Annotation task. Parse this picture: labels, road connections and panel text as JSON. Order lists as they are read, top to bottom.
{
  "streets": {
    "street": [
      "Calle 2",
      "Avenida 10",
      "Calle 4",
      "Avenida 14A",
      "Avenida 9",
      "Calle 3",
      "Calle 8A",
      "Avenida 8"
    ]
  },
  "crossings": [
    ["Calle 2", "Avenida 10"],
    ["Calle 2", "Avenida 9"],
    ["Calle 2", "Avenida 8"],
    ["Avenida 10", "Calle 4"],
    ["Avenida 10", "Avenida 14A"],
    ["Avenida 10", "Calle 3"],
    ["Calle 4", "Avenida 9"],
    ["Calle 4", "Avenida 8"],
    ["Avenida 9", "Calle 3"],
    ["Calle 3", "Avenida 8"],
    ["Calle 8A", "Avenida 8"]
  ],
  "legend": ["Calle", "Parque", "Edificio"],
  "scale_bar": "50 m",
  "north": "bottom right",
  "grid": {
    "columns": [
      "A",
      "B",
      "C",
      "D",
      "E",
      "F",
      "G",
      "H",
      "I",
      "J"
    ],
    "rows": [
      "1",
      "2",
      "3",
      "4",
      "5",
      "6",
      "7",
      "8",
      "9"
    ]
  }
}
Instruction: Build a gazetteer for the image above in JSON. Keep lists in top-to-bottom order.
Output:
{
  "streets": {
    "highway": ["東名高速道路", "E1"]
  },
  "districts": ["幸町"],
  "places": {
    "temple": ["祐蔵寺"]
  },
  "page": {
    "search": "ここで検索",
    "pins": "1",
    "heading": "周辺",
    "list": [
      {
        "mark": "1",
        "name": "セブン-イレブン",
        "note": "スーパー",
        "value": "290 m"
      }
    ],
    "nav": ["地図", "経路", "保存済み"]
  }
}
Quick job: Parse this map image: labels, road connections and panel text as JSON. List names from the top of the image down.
+ + + + + + +
§ **TASK DETAILS**
Which of the lines in the data hold the string "image"? Report each of them by copying it.

§ **SOLUTION FOR THIS PROBLEM**
Instruction: Build a gazetteer for the image above in JSON. Keep lists in top-to-bottom order.
Quick job: Parse this map image: labels, road connections and panel text as JSON. List names from the top of the image down.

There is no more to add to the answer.